'''
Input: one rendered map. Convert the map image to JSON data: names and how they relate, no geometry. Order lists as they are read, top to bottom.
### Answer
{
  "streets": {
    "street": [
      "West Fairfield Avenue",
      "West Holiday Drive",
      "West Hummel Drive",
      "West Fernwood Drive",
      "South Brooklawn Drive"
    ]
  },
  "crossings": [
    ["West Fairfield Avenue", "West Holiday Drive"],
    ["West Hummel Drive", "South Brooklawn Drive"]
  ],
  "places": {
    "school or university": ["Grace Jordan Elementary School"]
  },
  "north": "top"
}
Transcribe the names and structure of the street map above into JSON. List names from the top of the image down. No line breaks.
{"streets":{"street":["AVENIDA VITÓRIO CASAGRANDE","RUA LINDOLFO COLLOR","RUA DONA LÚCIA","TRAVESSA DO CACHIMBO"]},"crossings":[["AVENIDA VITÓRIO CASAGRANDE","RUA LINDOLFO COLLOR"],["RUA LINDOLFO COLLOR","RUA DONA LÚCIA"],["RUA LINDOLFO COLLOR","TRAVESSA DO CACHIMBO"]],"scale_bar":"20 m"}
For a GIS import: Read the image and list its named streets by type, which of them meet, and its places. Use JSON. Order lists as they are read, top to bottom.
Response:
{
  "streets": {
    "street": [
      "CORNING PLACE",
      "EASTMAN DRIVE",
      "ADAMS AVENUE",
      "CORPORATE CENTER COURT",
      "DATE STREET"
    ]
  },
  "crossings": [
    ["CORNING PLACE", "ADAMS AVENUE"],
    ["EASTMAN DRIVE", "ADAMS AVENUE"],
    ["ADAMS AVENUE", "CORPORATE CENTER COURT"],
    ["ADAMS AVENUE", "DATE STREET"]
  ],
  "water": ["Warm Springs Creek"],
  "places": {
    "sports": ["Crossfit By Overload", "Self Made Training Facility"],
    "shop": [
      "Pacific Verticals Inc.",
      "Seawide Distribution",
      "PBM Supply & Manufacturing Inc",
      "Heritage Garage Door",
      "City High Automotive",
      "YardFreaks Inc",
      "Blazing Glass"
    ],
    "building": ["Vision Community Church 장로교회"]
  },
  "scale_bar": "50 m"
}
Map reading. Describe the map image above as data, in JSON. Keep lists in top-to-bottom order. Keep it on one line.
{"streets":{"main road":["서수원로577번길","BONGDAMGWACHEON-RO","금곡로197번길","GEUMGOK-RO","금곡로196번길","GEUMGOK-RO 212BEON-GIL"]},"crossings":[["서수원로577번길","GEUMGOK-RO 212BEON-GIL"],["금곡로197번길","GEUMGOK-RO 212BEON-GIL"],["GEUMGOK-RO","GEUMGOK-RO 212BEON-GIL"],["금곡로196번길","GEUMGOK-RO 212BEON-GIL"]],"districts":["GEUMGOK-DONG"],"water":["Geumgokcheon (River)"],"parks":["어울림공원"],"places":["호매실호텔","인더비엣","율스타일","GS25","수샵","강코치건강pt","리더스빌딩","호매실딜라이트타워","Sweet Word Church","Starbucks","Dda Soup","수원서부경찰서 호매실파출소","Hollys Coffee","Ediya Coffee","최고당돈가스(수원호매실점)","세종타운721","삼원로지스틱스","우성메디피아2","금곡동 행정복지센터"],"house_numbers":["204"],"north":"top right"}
'''
ABOUT THIS EXERCISE: You are asked to transcribe all of the data above exactly.

ANSWER TO THIS EXERCISE:
Input: one rendered map. Convert the map image to JSON data: names and how they relate, no geometry. Order lists as they are read, top to bottom.
### Answer
{
  "streets": {
    "street": [
      "West Fairfield Avenue",
      "West Holiday Drive",
      "West Hummel Drive",
      "West Fernwood Drive",
      "South Brooklawn Drive"
    ]
  },
  "crossings": [
    ["West Fairfield Avenue", "West Holiday Drive"],
    ["West Hummel Drive", "South Brooklawn Drive"]
  ],
  "places": {
    "school or university": ["Grace Jordan Elementary School"]
  },
  "north": "top"
}
Transcribe the names and structure of the street map above into JSON. List names from the top of the image down. No line breaks.
{"streets":{"street":["AVENIDA VITÓRIO CASAGRANDE","RUA LINDOLFO COLLOR","RUA DONA LÚCIA","TRAVESSA DO CACHIMBO"]},"crossings":[["AVENIDA VITÓRIO CASAGRANDE","RUA LINDOLFO COLLOR"],["RUA LINDOLFO COLLOR","RUA DONA LÚCIA"],["RUA LINDOLFO COLLOR","TRAVESSA DO CACHIMBO"]],"scale_bar":"20 m"}
For a GIS import: Read the image and list its named streets by type, which of them meet, and its places. Use JSON. Order lists as they are read, top to bottom.
Response:
{
  "streets": {
    "street": [
      "CORNING PLACE",
      "EASTMAN DRIVE",
      "ADAMS AVENUE",
      "CORPORATE CENTER COURT",
      "DATE STREET"
    ]
  },
  "crossings": [
    ["CORNING PLACE", "ADAMS AVENUE"],
    ["EASTMAN DRIVE", "ADAMS AVENUE"],
    ["ADAMS AVENUE", "CORPORATE CENTER COURT"],
    ["ADAMS AVENUE", "DATE STREET"]
  ],
  "water": ["Warm Springs Creek"],
  "places": {
    "sports": ["Crossfit By Overload", "Self Made Training Facility"],
    "shop": [
      "Pacific Verticals Inc.",
      "Seawide Distribution",
      "PBM Supply & Manufacturing Inc",
      "Heritage Garage Door",
      "City High Automotive",
      "YardFreaks Inc",
      "Blazing Glass"
    ],
    "building": ["Vision Community Church 장로교회"]
  },
  "scale_bar": "50 m"
}
Map reading. Describe the map image above as data, in JSON. Keep lists in top-to-bottom order. Keep it on one line.
{"streets":{"main road":["서수원로577번길","BONGDAMGWACHEON-RO","금곡로197번길","GEUMGOK-RO","금곡로196번길","GEUMGOK-RO 212BEON-GIL"]},"crossings":[["서수원로577번길","GEUMGOK-RO 212BEON-GIL"],["금곡로197번길","GEUMGOK-RO 212BEON-GIL"],["GEUMGOK-RO","GEUMGOK-RO 212BEON-GIL"],["금곡로196번길","GEUMGOK-RO 212BEON-GIL"]],"districts":["GEUMGOK-DONG"],"water":["Geumgokcheon (River)"],"parks":["어울림공원"],"places":["호매실호텔","인더비엣","율스타일","GS25","수샵","강코치건강pt","리더스빌딩","호매실딜라이트타워","Sweet Word Church","Starbucks","Dda Soup","수원서부경찰서 호매실파출소","Hollys Coffee","Ediya Coffee","최고당돈가스(수원호매실점)","세종타운721","삼원로지스틱스","우성메디피아2","금곡동 행정복지센터"],"house_numbers":["204"],"north":"top right"}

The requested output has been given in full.